-------- TASK MATERIAL

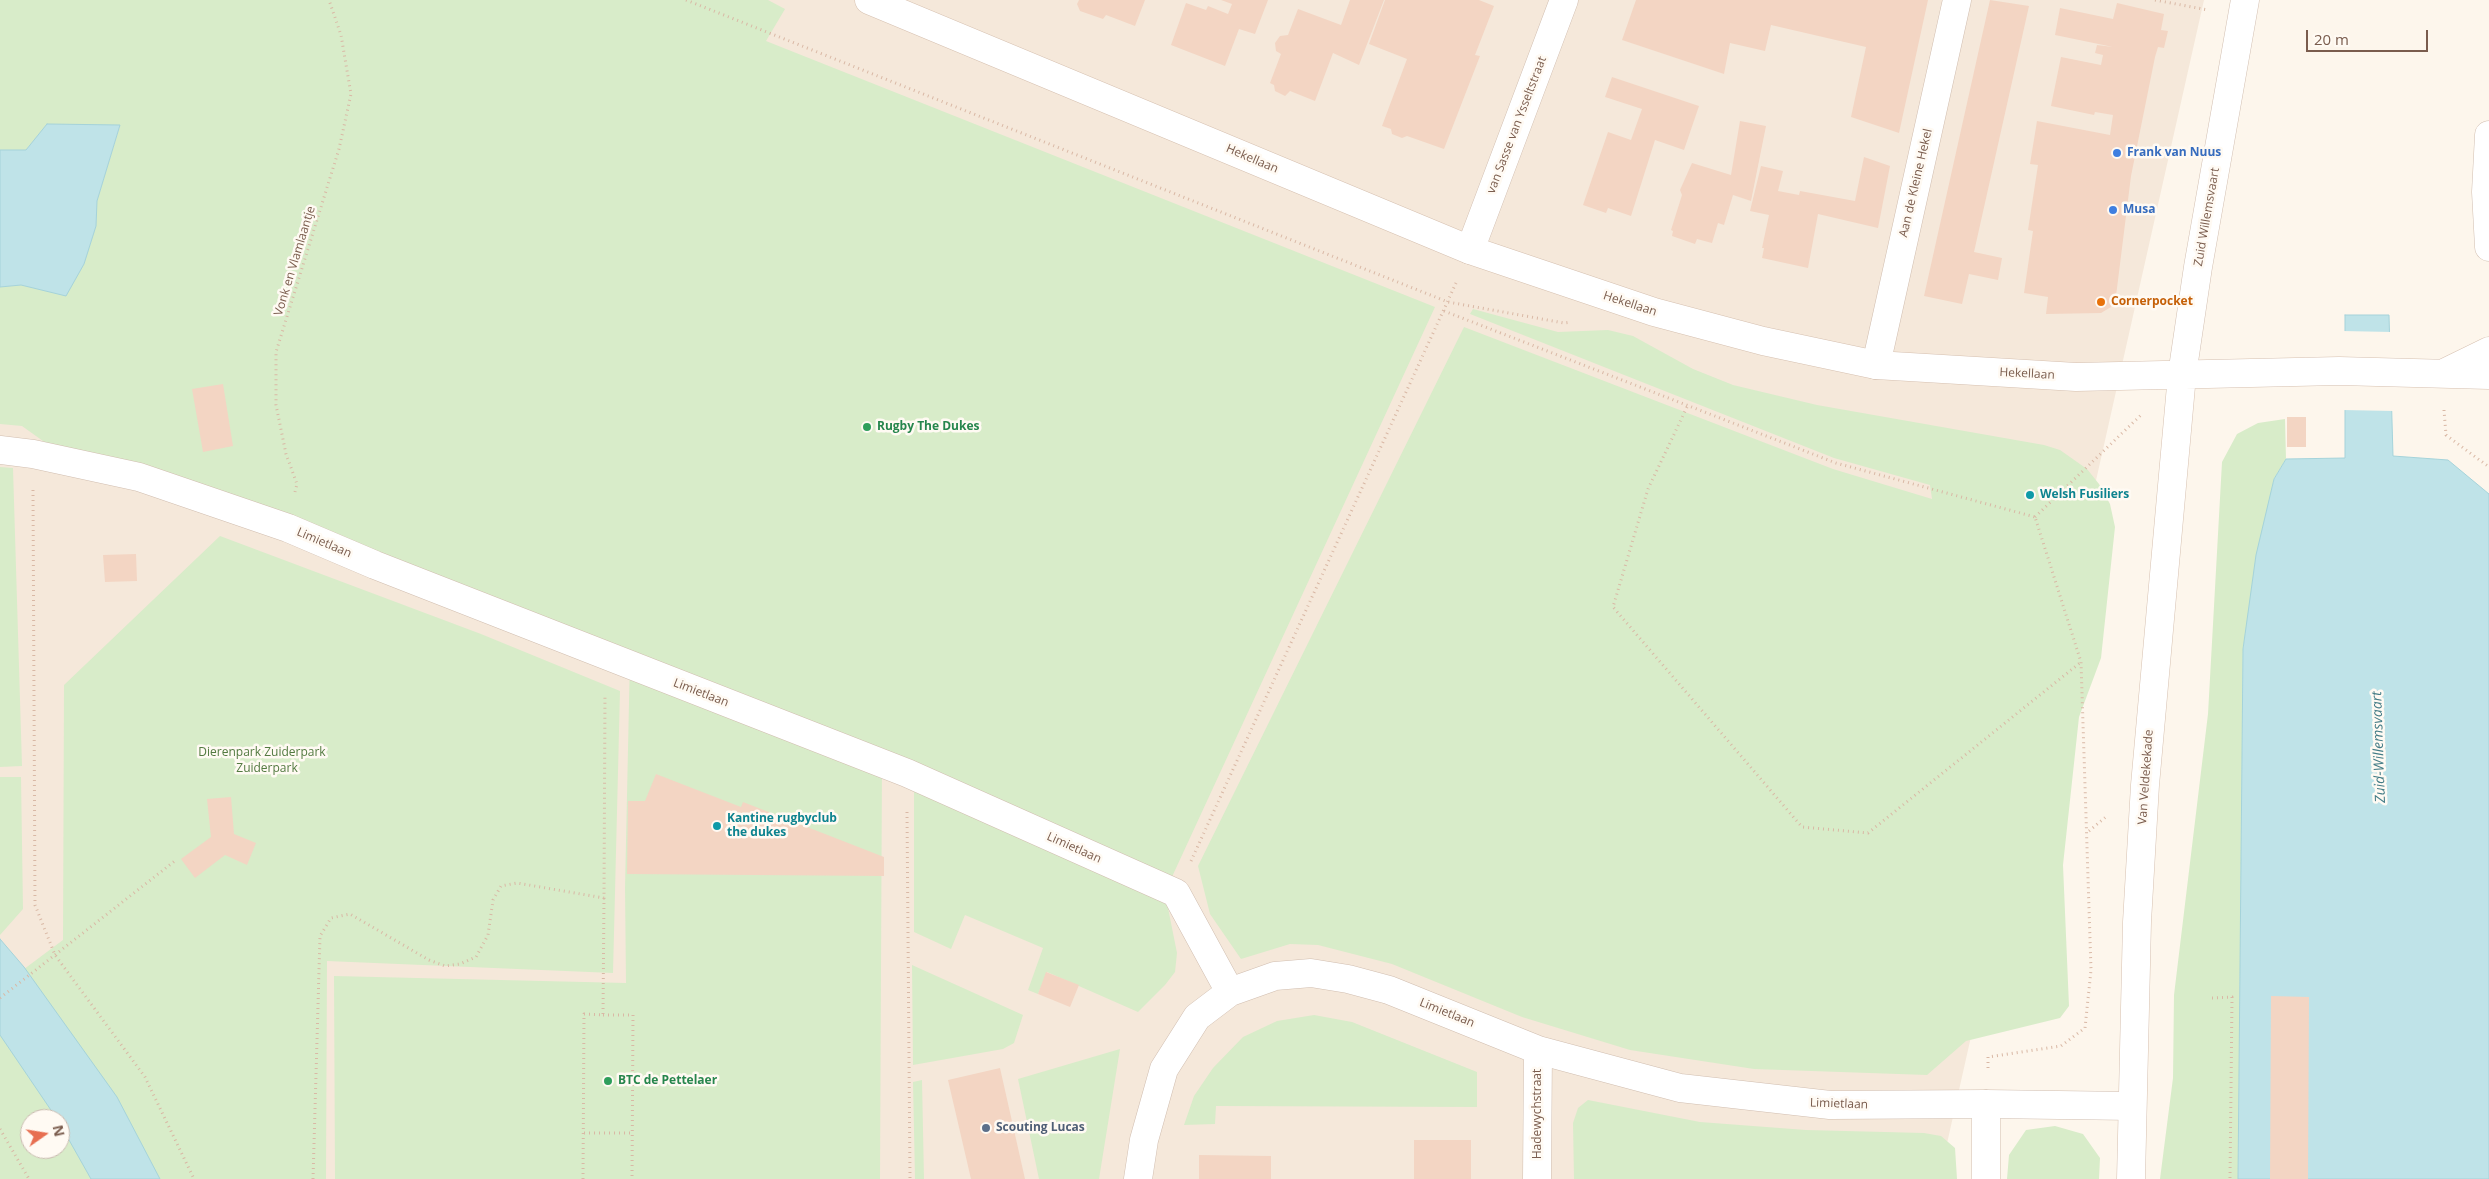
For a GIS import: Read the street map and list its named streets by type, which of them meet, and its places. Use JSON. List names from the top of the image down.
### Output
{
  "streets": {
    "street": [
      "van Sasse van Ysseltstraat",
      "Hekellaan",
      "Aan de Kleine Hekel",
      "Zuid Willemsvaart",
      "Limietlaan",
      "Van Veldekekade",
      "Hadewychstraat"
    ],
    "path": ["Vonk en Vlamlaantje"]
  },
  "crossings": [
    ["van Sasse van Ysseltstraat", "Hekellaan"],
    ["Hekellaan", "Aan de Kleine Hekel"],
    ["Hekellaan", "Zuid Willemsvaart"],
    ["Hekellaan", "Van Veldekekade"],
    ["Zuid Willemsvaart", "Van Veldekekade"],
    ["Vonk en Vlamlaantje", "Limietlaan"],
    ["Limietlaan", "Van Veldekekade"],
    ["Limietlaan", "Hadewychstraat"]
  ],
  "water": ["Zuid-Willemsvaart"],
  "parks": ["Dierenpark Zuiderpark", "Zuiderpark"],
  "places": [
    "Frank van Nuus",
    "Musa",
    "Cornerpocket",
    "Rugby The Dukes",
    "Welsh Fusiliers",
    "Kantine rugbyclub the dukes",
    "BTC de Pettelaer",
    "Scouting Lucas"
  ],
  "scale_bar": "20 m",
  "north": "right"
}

----------------
-------- TASK MATERIAL

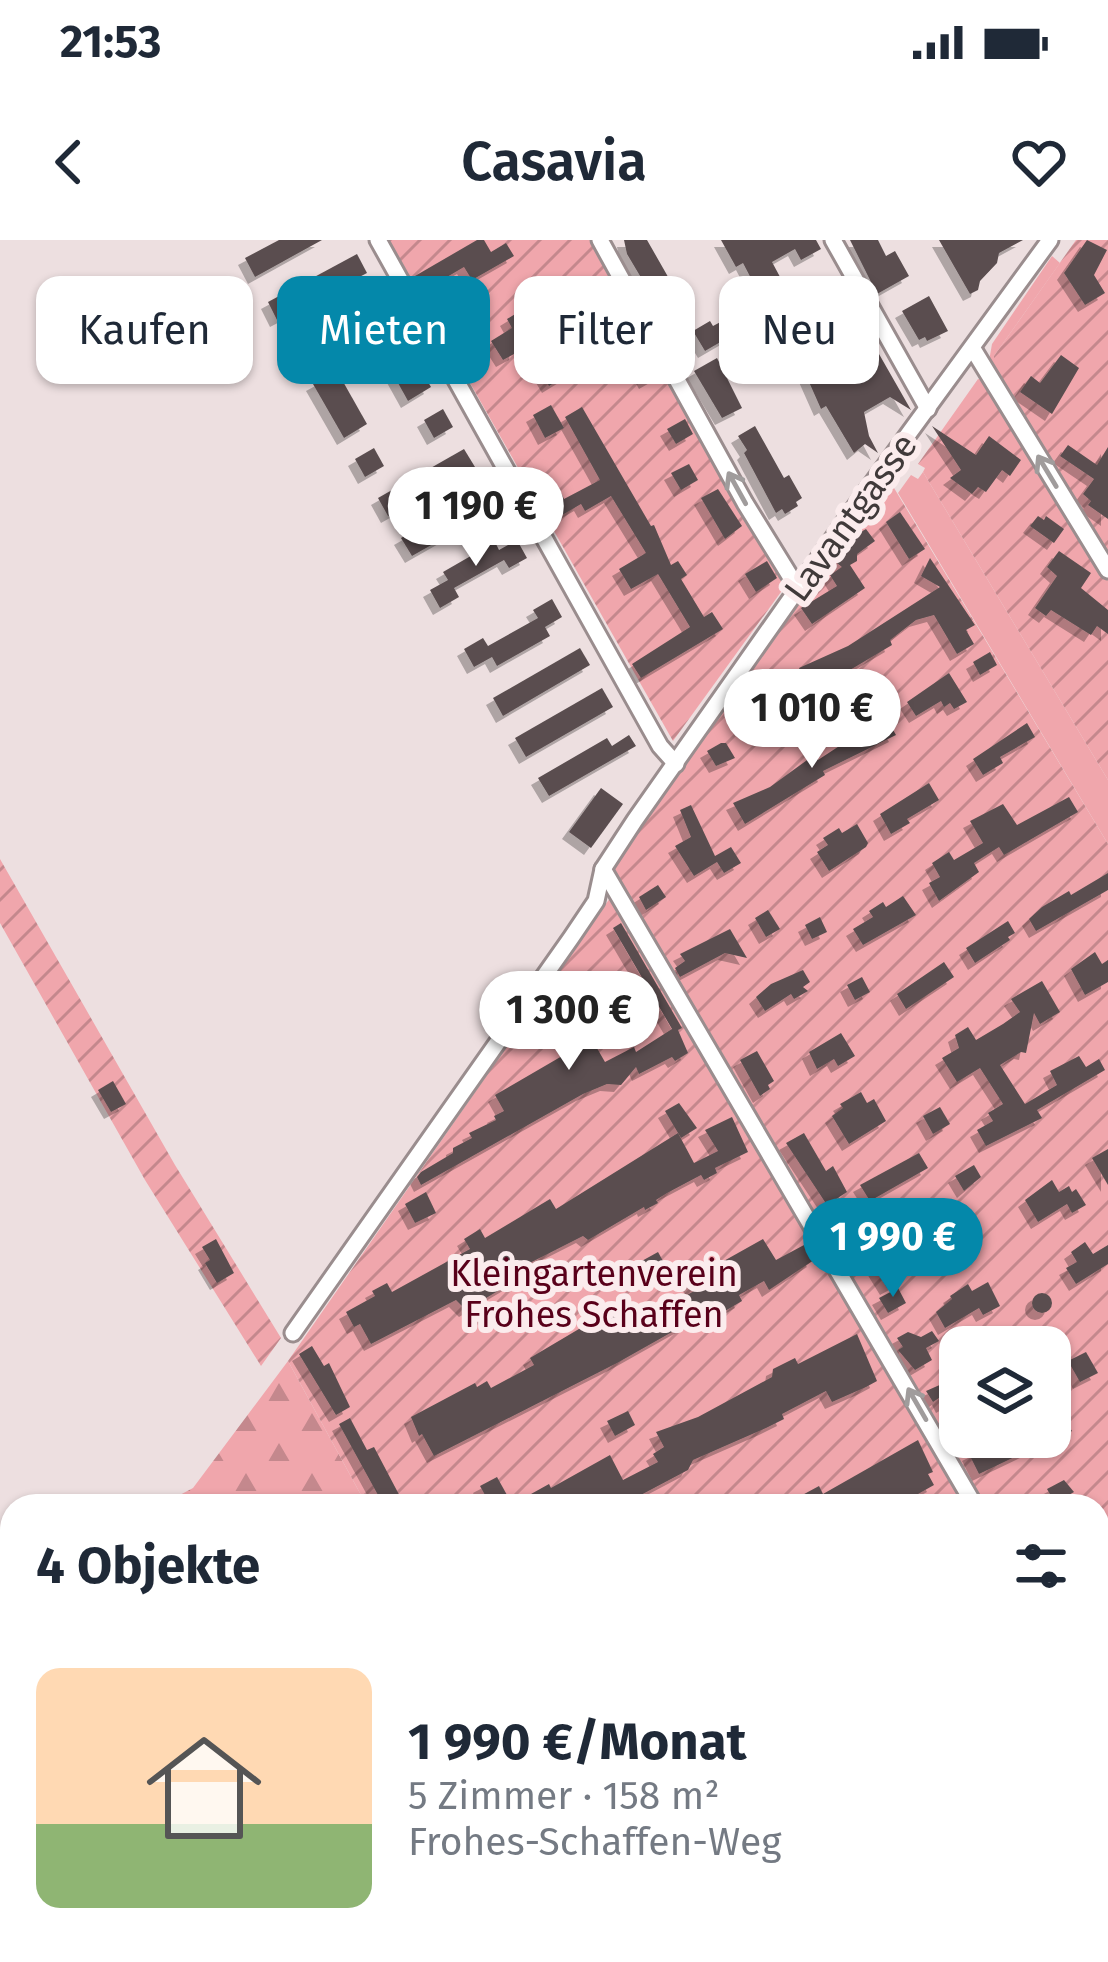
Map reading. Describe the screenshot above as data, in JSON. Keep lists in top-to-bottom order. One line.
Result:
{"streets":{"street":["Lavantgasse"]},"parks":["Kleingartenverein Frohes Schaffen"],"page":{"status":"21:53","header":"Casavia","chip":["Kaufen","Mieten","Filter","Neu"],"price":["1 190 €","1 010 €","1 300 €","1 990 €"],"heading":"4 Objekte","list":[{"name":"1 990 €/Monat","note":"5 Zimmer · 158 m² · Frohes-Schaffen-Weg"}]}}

----------------

EXERCISE >> For each line above that carries the word "JSON", copy it out.

ANSWER BELOW >>
For a GIS import: Read the street map and list its named streets by type, which of them meet, and its places. Use JSON. List names from the top of the image down.
Map reading. Describe the screenshot above as data, in JSON. Keep lists in top-to-bottom order. One line.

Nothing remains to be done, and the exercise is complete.